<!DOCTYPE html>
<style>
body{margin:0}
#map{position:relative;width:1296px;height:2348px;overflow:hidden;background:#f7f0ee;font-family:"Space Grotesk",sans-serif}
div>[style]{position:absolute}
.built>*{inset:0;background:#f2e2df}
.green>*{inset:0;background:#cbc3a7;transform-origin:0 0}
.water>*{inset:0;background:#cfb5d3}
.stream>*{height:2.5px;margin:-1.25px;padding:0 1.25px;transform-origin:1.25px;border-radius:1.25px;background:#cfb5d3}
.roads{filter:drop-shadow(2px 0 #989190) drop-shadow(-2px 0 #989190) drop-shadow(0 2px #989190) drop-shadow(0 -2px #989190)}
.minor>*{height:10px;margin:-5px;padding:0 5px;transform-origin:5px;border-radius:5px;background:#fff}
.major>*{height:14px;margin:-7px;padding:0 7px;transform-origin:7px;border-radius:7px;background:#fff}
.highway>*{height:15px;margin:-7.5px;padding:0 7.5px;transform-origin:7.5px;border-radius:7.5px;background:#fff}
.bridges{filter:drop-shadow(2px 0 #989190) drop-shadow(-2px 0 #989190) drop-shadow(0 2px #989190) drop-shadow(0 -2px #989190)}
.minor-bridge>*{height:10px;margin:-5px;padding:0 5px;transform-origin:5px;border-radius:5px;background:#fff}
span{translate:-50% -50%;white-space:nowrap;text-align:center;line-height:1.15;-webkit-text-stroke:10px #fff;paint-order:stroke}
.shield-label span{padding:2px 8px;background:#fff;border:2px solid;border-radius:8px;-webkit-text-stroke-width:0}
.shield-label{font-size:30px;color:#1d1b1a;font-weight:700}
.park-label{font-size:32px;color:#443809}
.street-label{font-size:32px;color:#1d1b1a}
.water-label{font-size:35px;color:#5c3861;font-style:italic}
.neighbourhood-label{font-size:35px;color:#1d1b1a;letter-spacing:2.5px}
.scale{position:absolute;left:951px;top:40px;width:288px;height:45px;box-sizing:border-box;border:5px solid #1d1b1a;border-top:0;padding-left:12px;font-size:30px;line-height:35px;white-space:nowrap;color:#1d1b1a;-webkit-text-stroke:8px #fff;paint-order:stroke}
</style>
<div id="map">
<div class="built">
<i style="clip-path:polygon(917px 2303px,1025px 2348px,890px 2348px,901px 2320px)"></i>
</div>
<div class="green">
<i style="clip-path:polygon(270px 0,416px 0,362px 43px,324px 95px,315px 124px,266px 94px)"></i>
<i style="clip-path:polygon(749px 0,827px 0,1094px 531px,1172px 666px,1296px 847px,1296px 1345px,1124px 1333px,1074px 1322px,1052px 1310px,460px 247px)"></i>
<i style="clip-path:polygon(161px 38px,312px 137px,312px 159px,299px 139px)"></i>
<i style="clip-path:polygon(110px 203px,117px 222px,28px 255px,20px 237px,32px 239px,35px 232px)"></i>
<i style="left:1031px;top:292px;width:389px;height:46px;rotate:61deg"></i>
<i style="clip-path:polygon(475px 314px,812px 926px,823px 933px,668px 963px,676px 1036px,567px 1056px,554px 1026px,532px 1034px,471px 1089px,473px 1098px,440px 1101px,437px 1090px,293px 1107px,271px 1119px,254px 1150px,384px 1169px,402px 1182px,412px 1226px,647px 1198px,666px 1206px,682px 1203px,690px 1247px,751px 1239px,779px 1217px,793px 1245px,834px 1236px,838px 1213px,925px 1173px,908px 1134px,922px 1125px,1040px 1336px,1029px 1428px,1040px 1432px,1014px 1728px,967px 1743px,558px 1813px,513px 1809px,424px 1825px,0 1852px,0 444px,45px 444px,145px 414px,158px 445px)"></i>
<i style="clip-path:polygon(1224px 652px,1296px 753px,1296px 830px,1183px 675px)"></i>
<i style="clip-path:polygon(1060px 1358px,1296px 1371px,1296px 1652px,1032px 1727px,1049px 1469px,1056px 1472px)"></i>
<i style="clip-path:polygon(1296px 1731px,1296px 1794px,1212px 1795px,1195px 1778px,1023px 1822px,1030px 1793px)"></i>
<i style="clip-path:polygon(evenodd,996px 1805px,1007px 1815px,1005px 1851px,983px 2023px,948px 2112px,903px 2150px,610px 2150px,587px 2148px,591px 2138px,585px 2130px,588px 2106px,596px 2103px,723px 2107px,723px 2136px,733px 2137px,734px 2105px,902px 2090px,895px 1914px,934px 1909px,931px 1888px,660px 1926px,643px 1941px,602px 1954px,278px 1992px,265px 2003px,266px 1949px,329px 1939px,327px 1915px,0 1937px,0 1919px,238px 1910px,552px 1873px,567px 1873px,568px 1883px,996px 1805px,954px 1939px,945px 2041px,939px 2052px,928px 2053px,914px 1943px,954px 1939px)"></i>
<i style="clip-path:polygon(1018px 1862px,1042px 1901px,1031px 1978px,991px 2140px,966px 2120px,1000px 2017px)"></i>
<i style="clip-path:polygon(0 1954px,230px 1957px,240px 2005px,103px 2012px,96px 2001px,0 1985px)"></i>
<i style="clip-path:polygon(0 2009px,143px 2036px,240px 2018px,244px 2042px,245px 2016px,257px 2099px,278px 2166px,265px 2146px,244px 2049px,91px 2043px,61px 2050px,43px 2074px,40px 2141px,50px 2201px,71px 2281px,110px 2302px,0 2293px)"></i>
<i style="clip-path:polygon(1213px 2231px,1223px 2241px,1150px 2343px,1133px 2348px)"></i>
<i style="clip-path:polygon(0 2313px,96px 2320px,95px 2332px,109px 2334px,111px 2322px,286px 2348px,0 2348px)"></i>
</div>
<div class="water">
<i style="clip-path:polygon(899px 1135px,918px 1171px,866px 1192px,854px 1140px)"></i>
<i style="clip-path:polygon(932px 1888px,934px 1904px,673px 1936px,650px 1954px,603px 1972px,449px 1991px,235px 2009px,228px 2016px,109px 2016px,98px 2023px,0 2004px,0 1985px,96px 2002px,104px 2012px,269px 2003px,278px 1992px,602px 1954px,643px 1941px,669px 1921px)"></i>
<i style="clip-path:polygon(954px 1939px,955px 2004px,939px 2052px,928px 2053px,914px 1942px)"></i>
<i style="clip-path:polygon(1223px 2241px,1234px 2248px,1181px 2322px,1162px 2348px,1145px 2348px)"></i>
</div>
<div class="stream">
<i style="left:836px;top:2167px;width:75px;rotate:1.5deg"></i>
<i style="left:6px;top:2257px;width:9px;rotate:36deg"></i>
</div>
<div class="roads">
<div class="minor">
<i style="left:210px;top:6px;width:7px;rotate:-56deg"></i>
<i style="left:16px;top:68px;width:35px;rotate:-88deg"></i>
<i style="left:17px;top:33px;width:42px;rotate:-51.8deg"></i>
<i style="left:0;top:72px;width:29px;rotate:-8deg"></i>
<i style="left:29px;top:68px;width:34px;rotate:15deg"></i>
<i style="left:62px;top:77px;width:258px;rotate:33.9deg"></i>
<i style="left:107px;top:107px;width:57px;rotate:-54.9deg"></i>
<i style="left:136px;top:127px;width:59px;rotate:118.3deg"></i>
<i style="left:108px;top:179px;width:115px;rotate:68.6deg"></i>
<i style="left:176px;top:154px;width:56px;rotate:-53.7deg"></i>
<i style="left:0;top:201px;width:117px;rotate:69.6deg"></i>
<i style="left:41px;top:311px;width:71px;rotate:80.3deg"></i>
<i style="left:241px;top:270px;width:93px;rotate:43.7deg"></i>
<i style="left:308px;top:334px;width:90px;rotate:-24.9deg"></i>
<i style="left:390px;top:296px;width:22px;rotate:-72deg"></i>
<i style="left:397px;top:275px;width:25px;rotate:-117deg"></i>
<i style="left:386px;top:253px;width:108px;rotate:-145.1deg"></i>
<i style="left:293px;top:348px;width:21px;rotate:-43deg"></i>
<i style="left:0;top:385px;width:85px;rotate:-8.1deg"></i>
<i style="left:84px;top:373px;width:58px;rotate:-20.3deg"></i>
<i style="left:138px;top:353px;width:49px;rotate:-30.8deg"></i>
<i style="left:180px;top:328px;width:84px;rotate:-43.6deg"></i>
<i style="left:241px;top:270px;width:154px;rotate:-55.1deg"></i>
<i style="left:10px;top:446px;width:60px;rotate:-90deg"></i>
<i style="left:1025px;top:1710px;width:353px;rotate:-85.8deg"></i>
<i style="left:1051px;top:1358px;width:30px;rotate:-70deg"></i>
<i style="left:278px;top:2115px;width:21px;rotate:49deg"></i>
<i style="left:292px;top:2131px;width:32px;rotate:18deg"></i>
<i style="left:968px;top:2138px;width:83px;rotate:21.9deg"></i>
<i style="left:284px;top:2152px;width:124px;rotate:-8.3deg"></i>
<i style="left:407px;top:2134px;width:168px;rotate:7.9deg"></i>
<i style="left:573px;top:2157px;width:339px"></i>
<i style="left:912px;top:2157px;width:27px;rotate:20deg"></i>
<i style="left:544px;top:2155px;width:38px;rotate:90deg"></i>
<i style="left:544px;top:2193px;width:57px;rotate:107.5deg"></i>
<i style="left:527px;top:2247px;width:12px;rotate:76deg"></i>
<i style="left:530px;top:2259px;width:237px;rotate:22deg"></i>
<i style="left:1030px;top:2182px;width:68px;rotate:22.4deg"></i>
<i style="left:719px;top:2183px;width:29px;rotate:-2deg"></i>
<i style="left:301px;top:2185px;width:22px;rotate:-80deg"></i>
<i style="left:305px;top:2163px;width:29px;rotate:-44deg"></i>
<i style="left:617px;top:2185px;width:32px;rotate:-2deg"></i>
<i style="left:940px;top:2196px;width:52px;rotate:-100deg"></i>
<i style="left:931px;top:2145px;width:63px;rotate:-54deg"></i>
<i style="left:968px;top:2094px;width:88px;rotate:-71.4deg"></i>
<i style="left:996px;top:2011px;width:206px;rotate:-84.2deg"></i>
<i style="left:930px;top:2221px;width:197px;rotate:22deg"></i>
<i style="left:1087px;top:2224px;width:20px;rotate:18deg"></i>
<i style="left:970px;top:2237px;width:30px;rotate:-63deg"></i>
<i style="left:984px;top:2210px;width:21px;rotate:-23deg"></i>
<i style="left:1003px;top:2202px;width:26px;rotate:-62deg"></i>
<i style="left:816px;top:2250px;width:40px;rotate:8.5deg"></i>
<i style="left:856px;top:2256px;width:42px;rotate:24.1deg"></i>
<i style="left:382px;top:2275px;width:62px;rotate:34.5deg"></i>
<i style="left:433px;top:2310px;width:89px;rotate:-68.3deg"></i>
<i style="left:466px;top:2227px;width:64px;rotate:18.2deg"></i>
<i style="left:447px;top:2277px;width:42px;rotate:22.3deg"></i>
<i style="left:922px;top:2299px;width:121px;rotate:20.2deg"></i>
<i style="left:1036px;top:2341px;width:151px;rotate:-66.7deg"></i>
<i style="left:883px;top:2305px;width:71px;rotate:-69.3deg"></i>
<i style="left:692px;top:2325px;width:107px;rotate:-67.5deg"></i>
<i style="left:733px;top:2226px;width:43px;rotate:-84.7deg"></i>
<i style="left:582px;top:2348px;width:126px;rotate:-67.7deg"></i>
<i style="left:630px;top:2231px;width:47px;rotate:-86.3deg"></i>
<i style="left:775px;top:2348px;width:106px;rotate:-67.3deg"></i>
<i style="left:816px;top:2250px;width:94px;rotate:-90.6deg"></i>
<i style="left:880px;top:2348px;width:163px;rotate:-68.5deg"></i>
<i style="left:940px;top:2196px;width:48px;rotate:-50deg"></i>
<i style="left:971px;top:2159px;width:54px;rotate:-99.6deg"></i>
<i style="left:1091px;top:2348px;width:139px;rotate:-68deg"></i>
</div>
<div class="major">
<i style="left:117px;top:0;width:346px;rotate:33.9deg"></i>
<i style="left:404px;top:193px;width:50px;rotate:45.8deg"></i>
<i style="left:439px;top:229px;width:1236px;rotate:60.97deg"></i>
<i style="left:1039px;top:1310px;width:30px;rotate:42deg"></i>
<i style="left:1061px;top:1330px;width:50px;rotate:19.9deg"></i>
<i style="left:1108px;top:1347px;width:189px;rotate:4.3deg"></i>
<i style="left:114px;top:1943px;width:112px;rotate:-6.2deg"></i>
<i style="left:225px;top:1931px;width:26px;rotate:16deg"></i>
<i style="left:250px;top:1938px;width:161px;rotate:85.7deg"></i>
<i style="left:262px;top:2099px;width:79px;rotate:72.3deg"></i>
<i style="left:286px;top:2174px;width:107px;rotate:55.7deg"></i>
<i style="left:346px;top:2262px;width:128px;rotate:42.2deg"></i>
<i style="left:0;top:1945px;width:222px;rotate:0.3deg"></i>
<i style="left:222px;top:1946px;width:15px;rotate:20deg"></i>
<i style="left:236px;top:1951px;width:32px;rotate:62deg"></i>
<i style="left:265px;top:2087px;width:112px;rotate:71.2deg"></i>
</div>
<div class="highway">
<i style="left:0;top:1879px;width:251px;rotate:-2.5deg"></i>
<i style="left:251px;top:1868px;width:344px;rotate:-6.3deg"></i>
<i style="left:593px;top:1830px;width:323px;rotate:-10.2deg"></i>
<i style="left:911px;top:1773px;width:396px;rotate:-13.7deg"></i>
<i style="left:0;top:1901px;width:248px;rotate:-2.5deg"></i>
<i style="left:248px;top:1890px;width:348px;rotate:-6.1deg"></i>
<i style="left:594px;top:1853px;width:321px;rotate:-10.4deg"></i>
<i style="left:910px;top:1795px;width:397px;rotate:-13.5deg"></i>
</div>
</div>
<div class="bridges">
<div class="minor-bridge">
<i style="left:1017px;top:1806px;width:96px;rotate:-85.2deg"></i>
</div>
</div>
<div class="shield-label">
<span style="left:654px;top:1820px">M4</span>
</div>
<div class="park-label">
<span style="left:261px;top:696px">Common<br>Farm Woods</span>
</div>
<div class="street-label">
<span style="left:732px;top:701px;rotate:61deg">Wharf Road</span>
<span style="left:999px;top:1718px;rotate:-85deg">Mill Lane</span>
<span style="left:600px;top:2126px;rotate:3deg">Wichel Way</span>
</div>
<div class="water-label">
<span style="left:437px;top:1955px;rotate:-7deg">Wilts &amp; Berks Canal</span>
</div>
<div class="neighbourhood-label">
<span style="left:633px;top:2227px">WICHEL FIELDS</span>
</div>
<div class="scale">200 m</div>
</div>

============

_ACTION ITEM_. Where a line in the listing above holds the string "green", include it in your count, and answer with the number alone.

_SOLUTION_. 2